Thinking ahead to the future, should she not be able to return to her home, Tracy wondered if the principal residence exemption would be available to shelter her home from tax on a future sale.

The principal residence exemption is available for a given year when the owner (or a spouse, common-law partner (CLP), former spouse or CLP or child) ordinarily inhabits the home in the year and no other property is claimed as such by the owner or any member of his/her family unit1. When an owner, spouse/CLP or child ceases to occupy the home, access to the exemption normally ceases, resulting in taxes payable going forward.

For the above example, the issue of whether or not Tracy will be considered to ordinarily inhabit her home while in the nursing home is a question of fact – if, in a given year, her stay in the nursing home can be regarded as temporary in nature, it is likely that the “ordinarily inhabited” requirement will be met for that year provided no significant changes to the home are made to convert it to an income-producing property and capital cost allowance (CCA) is not claimed in respect of the property. If, on the other hand, her stay in the nursing home is considered permanent, the “ordinarily inhabited” requirement would likely not be met, meaning taxation of gains going forward.

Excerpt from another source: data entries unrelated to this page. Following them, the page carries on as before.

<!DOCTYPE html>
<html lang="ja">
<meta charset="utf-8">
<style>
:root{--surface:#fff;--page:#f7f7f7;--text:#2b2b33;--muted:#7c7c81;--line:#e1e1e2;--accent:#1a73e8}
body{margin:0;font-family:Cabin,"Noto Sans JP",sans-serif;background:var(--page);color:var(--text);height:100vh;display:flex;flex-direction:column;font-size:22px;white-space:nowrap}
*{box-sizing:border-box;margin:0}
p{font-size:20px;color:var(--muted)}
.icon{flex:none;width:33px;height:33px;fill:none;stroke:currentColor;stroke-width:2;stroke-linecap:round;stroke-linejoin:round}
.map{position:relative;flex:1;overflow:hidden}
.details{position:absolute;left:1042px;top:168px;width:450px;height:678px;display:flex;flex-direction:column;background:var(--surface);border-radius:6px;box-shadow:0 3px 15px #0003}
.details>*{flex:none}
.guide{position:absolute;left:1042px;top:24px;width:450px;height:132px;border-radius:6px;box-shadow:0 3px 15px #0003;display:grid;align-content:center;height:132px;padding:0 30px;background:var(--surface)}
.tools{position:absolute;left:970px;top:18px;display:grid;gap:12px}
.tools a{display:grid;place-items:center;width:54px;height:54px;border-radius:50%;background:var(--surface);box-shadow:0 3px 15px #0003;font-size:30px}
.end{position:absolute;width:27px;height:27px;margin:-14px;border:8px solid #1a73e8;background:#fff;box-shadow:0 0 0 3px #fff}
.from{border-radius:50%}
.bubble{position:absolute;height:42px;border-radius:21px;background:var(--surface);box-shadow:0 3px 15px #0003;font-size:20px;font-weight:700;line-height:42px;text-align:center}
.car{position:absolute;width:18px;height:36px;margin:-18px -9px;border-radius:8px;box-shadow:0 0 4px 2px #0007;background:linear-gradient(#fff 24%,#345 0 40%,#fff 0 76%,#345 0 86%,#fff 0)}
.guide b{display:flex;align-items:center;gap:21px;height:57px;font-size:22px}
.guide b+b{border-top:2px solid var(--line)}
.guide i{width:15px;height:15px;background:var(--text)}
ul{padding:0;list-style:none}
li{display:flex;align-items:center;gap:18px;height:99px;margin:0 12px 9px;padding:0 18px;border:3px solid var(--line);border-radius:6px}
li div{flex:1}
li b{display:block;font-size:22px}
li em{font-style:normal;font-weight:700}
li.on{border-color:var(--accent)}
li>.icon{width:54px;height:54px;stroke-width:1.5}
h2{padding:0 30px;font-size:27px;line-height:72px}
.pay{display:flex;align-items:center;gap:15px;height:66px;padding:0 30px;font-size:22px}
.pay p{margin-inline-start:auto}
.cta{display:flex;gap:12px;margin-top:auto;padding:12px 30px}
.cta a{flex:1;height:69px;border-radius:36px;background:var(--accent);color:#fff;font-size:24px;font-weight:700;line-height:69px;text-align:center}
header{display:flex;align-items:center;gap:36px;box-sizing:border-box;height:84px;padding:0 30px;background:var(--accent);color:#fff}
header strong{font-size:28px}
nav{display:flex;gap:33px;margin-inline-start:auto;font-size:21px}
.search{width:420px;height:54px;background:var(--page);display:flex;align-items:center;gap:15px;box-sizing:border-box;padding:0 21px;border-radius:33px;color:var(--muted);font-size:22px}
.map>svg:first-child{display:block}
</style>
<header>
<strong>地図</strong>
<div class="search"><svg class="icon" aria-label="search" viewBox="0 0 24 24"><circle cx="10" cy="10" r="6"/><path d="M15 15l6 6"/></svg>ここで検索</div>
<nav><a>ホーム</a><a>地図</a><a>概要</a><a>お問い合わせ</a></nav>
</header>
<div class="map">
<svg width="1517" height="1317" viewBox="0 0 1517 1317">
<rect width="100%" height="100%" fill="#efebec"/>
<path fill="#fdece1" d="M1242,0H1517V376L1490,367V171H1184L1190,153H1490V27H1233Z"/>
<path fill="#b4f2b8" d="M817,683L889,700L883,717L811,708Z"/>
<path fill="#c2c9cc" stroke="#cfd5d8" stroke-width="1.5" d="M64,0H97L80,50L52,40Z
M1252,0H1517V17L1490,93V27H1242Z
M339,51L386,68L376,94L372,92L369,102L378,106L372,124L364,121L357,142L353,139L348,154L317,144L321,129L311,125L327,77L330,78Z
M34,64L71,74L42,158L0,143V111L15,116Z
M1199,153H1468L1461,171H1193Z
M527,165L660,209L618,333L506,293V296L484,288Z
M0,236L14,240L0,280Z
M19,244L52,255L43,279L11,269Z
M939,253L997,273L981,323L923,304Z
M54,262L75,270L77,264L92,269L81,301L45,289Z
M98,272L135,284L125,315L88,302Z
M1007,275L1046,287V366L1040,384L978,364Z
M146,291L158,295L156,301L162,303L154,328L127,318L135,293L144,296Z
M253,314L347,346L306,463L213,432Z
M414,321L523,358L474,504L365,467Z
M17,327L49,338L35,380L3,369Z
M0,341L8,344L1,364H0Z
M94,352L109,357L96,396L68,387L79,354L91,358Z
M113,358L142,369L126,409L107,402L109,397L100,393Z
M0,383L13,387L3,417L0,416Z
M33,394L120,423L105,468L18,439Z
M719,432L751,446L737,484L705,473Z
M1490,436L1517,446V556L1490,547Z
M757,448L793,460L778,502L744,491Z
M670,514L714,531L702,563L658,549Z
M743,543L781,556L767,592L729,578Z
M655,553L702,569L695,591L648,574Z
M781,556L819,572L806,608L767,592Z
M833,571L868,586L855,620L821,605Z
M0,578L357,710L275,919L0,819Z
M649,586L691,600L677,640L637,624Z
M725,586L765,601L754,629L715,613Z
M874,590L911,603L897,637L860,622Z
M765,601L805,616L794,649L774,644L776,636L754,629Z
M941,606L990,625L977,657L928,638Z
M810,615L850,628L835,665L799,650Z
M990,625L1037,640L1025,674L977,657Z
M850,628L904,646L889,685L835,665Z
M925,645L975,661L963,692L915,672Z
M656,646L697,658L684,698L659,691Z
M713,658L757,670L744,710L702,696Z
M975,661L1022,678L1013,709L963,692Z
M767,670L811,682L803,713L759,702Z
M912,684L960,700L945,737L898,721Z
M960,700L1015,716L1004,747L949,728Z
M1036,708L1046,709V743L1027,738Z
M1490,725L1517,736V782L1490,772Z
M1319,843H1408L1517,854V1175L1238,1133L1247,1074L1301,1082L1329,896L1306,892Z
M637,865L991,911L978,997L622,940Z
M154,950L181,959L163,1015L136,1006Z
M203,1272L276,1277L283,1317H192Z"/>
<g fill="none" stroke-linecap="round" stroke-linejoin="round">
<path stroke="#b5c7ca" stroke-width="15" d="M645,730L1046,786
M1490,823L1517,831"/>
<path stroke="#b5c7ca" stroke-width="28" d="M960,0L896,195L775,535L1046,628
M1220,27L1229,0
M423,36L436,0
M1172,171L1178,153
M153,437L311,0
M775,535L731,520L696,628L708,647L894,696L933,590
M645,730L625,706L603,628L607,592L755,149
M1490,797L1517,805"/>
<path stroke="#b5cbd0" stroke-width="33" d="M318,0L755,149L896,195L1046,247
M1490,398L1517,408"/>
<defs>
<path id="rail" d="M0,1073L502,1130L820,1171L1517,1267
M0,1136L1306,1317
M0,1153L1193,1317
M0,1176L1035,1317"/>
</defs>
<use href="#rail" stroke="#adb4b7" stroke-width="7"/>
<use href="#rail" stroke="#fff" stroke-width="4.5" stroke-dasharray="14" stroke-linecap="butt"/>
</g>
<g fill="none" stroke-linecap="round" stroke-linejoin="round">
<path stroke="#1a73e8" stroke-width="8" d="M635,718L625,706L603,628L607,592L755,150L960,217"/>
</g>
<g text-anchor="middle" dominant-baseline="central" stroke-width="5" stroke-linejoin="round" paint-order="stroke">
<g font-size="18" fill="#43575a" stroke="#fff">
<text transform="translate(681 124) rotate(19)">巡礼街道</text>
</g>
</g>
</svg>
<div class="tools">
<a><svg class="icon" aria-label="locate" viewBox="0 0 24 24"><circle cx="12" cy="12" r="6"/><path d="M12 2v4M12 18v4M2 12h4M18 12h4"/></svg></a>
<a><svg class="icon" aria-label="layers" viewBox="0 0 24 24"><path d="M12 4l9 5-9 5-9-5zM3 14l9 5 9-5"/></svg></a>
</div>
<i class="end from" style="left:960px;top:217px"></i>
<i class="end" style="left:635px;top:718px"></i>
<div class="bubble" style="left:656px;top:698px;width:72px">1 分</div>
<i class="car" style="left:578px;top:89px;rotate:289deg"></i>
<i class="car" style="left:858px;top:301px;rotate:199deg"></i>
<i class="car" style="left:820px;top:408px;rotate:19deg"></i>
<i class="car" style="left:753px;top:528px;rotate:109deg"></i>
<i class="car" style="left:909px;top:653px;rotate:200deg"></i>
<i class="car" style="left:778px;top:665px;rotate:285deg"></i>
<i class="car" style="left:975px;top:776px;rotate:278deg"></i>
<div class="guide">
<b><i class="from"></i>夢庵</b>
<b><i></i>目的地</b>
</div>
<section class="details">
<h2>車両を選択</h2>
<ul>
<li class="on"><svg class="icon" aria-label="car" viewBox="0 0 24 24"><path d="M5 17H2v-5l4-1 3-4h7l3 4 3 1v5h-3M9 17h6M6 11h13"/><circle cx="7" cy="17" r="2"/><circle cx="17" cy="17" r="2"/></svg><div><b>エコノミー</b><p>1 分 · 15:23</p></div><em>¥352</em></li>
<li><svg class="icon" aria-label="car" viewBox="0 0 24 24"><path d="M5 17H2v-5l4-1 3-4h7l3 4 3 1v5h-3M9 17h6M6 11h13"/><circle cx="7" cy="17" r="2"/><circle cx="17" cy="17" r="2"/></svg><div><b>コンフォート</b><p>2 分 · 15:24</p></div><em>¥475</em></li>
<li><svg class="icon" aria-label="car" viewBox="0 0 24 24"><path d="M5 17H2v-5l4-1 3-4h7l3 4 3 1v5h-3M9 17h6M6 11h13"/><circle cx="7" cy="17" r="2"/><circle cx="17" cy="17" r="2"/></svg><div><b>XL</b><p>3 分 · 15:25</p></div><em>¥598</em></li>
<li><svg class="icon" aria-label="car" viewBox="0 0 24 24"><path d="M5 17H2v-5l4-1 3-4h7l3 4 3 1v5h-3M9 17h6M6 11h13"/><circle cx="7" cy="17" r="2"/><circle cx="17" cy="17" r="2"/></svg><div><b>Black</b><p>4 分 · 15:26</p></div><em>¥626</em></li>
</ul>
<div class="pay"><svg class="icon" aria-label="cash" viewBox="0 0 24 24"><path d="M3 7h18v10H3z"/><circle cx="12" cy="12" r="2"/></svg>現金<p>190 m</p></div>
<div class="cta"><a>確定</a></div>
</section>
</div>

Given that Tracy and Kent jointly owned and occupied their home until Kent’s death2, Tracy became the sole owner of the property on Kent’s death. Also, because assets can transfer to a spouse without tax at the time of transfer, the adjusted cost base for the home was not impacted by Kent’s death and carried forward to Tracy. Depending on the details of the case (e.g., Tracy’s intentions when she moved into the nursing home, her diagnosis and potential for recovery, her ability to care for herself independently, the terms of the agreement with her third-party renter, etc.), the facts of the case would normally indicate whether Tracy’s move to the nursing home was temporary or more permanent in nature. If the former, the principal residence exemption would likely continue to be available as she would still be considered to inhabit her home, even if she is earning incidental rental income. On the other hand, if her stay in the nursing home is more permanent in nature, a “change in use” of the property would be deemed to occur for the year in which the property became a rental property, resulting in a deemed sale and repurchase of the property at that time. Because Tracy, and before his death, Kent, occupied the property as their principal residence for each year of ownership until the change in use, the principal residence exemption would shelter the property from tax until that time. Thereafter, if the property appreciates in value, future gains would normally be subject to tax upon sale (or Tracy’s death).

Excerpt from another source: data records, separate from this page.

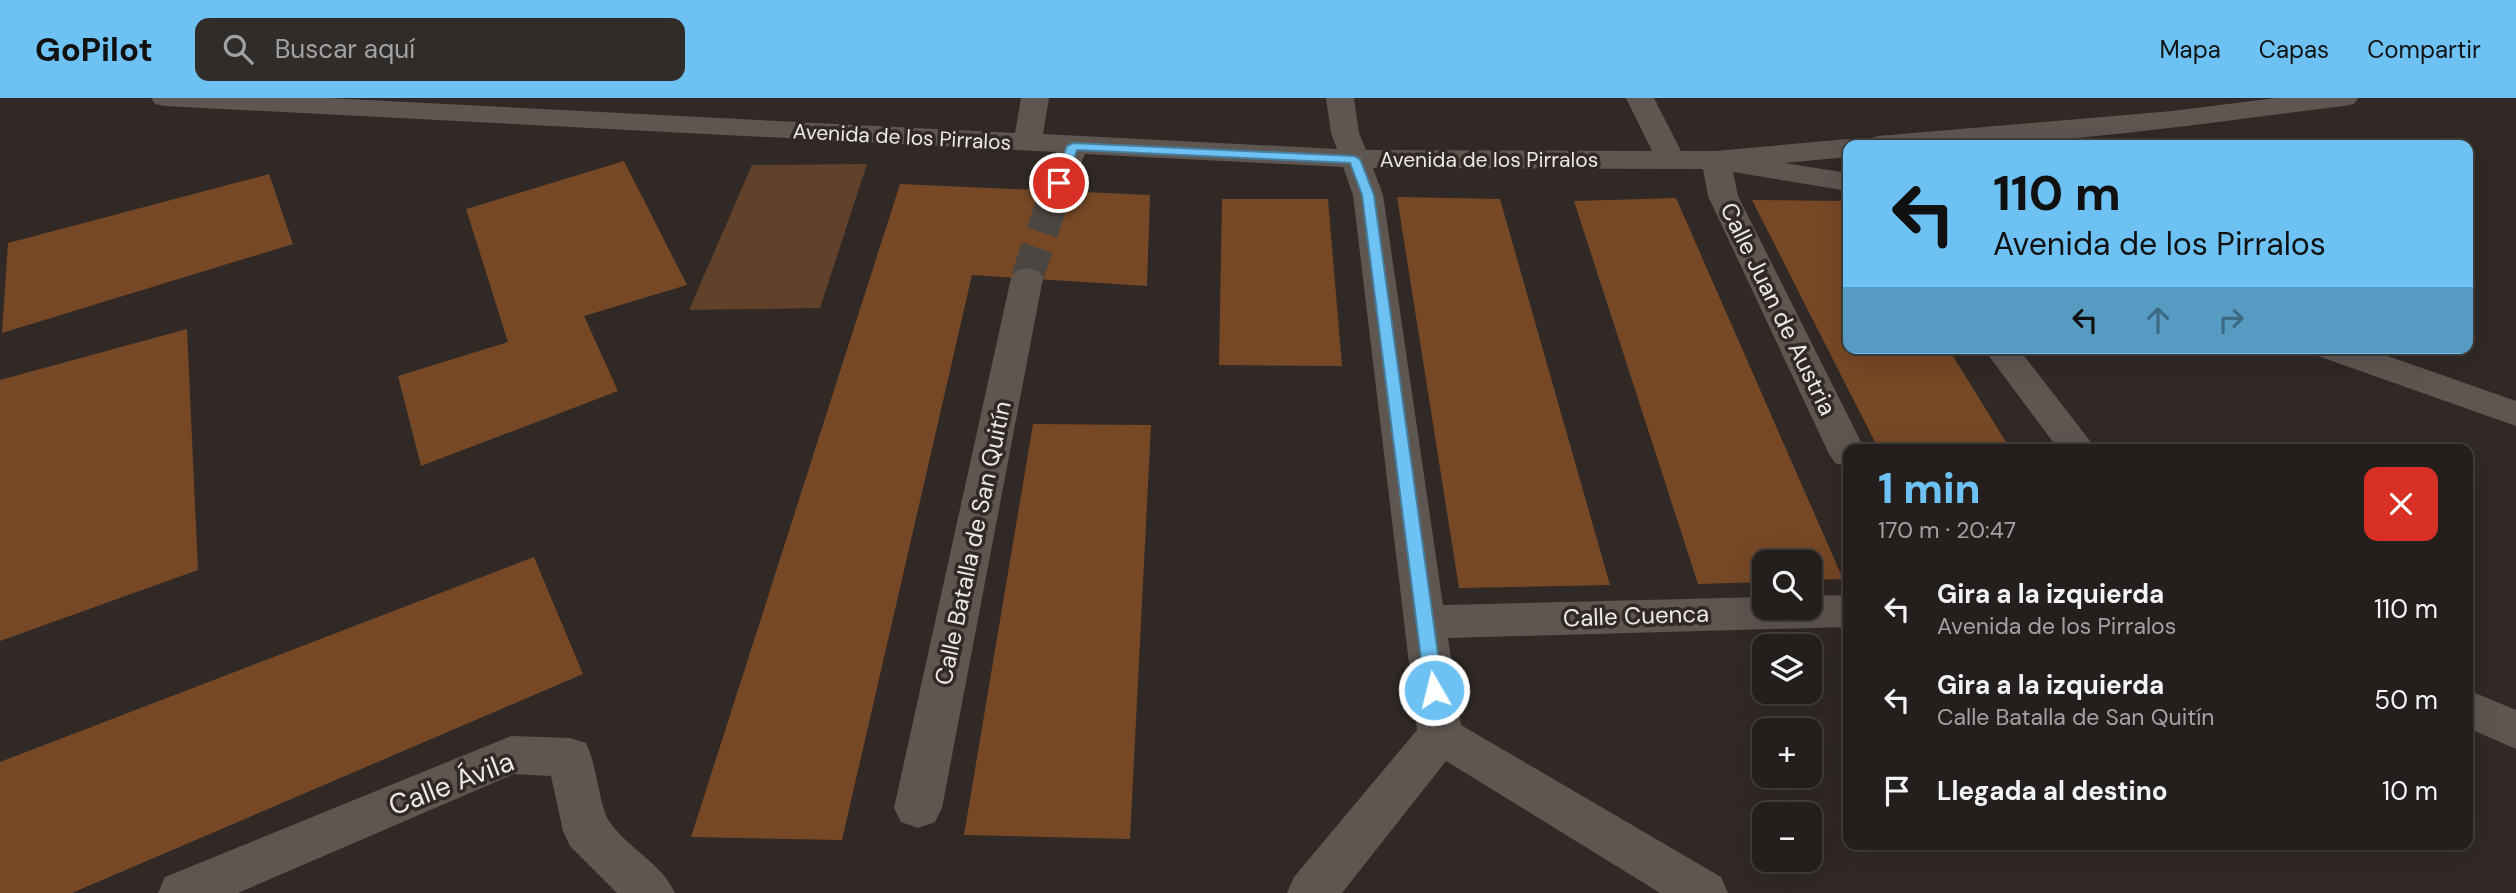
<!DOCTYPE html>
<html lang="es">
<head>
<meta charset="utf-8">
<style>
  :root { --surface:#241f1c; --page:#302c29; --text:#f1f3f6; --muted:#a3a2a3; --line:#413d3b; --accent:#6dc2f3 }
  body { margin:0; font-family:"DM Sans",sans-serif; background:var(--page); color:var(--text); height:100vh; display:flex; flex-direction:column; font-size:26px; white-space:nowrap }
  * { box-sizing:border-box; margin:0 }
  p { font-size:23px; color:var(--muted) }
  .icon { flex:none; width:38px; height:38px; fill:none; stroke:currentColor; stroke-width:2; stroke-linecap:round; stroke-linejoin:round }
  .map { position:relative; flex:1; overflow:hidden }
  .sheet { position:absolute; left:1843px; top:346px; width:630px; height:406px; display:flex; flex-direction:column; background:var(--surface); border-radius:14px; box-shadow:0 7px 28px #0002,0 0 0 2px var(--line) }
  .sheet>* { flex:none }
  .hud { position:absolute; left:1843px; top:42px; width:630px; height:214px; border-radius:14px; box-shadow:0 7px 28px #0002,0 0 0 2px var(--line); background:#6dc2f3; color:#111; overflow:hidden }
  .fabs { position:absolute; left:1752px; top:452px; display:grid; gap:14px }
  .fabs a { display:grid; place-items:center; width:70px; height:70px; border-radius:14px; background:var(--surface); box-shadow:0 7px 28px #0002,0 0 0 2px var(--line); font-size:35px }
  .pin { position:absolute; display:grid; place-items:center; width:60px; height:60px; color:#fff; margin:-30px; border:4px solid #fff; border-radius:50%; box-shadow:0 2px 7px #0007 }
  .me { position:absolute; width:77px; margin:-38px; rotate:352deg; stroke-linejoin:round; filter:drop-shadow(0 0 5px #0008) }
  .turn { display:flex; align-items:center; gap:24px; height:147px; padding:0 35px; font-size:32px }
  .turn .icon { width:91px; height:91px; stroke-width:2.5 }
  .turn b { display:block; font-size:49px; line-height:60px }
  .lanes { display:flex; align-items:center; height:66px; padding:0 35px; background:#0003; justify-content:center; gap:35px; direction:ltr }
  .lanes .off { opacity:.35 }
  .round { display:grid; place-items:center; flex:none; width:74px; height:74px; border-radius:14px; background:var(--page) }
  .head { display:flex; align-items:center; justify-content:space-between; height:119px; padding:0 35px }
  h1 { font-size:42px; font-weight:800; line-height:52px; color:var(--accent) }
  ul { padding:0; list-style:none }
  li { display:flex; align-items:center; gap:21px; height:91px; padding:0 35px }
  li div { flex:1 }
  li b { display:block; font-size:26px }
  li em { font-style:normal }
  header { display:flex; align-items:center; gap:42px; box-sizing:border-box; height:98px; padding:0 35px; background:var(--accent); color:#111 }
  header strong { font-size:33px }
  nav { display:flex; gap:38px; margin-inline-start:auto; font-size:24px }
  .search { width:490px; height:63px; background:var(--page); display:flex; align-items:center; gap:18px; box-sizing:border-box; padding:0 24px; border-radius:14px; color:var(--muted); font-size:26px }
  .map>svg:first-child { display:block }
  .green { fill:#62412a }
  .building { fill:#764826 }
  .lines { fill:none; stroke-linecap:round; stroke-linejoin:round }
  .minor-tunnel { stroke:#4c4642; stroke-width:32; stroke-dasharray:32 16; stroke-linecap:butt }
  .minor { fill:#5e5651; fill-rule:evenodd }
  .route { fill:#6dc2f3; stroke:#477e9e; stroke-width:2 }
  .labels { text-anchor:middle; stroke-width:7; stroke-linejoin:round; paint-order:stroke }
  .far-street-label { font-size:21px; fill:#ece8e5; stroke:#302925 }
  .street-label { font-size:24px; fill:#ece8e5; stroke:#302925 }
  .near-street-label { font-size:28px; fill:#ece8e5; stroke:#302925 }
</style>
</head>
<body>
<header>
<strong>GoPilot</strong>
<div class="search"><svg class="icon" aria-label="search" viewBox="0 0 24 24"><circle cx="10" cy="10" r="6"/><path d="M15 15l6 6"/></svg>Buscar aquí</div>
<nav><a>Mapa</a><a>Capas</a><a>Compartir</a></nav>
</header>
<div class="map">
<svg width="2516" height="795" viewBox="0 0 2516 795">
  <rect width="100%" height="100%" fill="#302925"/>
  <path class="green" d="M867 66 820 210 689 212 752 67Z"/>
  <path class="building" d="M624 63 687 187 584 218 618 293 421 368 398 278 508 244 466 111Z
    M269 76 293 146 2 235 8 145Z
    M900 86 1150 97 1147 188 972 177 842 742 691 739Z
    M1397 99 1500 101 1610 487 1459 490Z
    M1676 100 1843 481 1810 482V464H1764V484L1698 486 1574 103Z
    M1222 101H1328L1342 268 1219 267Z
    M1752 102 1848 103V250H1948L2011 352H1879Z
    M187 231 198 472 0 543V282Z
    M1033 326 1151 327 1130 741 964 737Z
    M534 459 583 576 72 795H0V664Z"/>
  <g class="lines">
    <path class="minor-tunnel" d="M1027 180 1056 93"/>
    <path class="minor" d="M151 0H327L1015 35 1021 0H1049L1043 36 1337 51 1331 35 1326 0H1354L1359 35 1366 52 1652 53 1626 0H1654L1681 53H1716L1848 41 1858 44 1861 47H1848V59L1784 65 1848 75V93L1733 74 1738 98 1865 352H1848V369L1835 365 1829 356 1708 98 1703 71 1373 70 1383 97 1443 507 1764 499V509H1810V498L1848 497V529L1448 540 1461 627 1721 779 1728 795H1660L1446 663 1342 795H1287L1294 779 1417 632 1353 97 1343 69 1085 56 1067 99 1056 102 1045 99 1041 93 1056 54 165 8 155 6Z
      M2276 0H2358L2354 6 2344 8C2188 27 2021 54 1864 47L1868 41 1878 38 2172 13Z
      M1027 170 1038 173 1043 180 942 710 935 724 918 730 901 724 894 710 1011 180 1016 173Z
      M1983 250H2018L2097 352H2059Z
      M2313 250H2365L2516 303V328L2318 258Z
      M2468 592 2516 612V651L2468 630Z
      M511 638 570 640 586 645C597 667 599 707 609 723 628 751 661 764 675 795H617L570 748 563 733 551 678 514 676 238 795H158L165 779Z"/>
  </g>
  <path class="route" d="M1073 45 1354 58 1360 61 1374 97 1443 592 1440 597H1427L1425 592 1362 97 1350 65 1077 52 1065 85 1054 87 1053 85 1067 48Z"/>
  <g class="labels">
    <g class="far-street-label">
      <text transform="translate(902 39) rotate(3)" y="7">Avenida de los Pirralos</text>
      <text x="1489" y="69">Avenida de los Pirralos</text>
    </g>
    <g class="street-label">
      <text transform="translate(1778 211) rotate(64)" y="8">Calle Juan de Austria</text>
      <text transform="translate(973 445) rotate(-78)" y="8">Calle Batalla de San Quitín</text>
      <text transform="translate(1636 518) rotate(-2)" y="8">Calle Cuenca</text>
    </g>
    <g class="near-street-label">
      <text transform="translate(451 685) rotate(-21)" y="10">Calle Ávila</text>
    </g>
  </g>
</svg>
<div class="fabs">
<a><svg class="icon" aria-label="search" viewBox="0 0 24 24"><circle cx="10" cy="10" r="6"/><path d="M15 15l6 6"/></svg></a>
<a><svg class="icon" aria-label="layers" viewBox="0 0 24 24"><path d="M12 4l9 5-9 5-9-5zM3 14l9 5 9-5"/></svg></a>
<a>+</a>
<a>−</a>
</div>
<div class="pin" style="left:1059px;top:85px;background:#d93025"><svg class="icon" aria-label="arrive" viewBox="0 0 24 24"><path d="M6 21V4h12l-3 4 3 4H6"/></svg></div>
<svg class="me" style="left:1434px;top:592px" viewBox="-20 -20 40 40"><circle r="17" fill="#6dc2f3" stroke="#fff" stroke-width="3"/><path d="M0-11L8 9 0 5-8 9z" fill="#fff"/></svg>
<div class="hud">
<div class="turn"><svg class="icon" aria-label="left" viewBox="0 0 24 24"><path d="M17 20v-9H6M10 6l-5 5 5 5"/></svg><div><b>110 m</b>Avenida de los Pirralos</div></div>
<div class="lanes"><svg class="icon" aria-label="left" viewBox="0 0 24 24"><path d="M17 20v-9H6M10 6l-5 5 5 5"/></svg><svg class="icon off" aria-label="ahead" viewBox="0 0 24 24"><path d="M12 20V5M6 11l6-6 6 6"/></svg><svg class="icon off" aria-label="right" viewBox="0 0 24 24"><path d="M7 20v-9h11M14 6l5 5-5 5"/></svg></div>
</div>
<section class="sheet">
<div class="head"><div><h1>1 min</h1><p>170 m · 20:47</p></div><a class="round" style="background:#d93025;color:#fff"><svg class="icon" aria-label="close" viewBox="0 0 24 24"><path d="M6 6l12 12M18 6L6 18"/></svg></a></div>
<ul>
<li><svg class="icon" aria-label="left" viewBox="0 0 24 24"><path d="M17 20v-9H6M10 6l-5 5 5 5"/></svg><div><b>Gira a la izquierda</b><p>Avenida de los Pirralos</p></div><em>110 m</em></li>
<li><svg class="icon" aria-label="left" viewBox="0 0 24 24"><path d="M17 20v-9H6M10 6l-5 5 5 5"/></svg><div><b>Gira a la izquierda</b><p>Calle Batalla de San Quitín</p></div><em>50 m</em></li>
<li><svg class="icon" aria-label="arrive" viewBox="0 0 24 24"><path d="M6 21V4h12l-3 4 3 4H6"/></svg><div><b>Llegada al destino</b></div><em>10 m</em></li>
</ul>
</section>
</div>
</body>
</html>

When thinking about the above, please note the following:

Where Canadians and their advisors need to make decisions regarding long-term care, understanding the above rules can impact decision-making and bring peace of mind – especially during periods of increasing healthcare costs.

 

1 For these purposes, for adult owners, a family unit consists of a spouse or common-law partner and minor children.
2 Assume joint with a right of survivorship; This status is not available in Quebec where Kent’s interest would flow through his estate and be governed by his will.
3 Provided capital cost allowance (CCA) is not claimed on the property.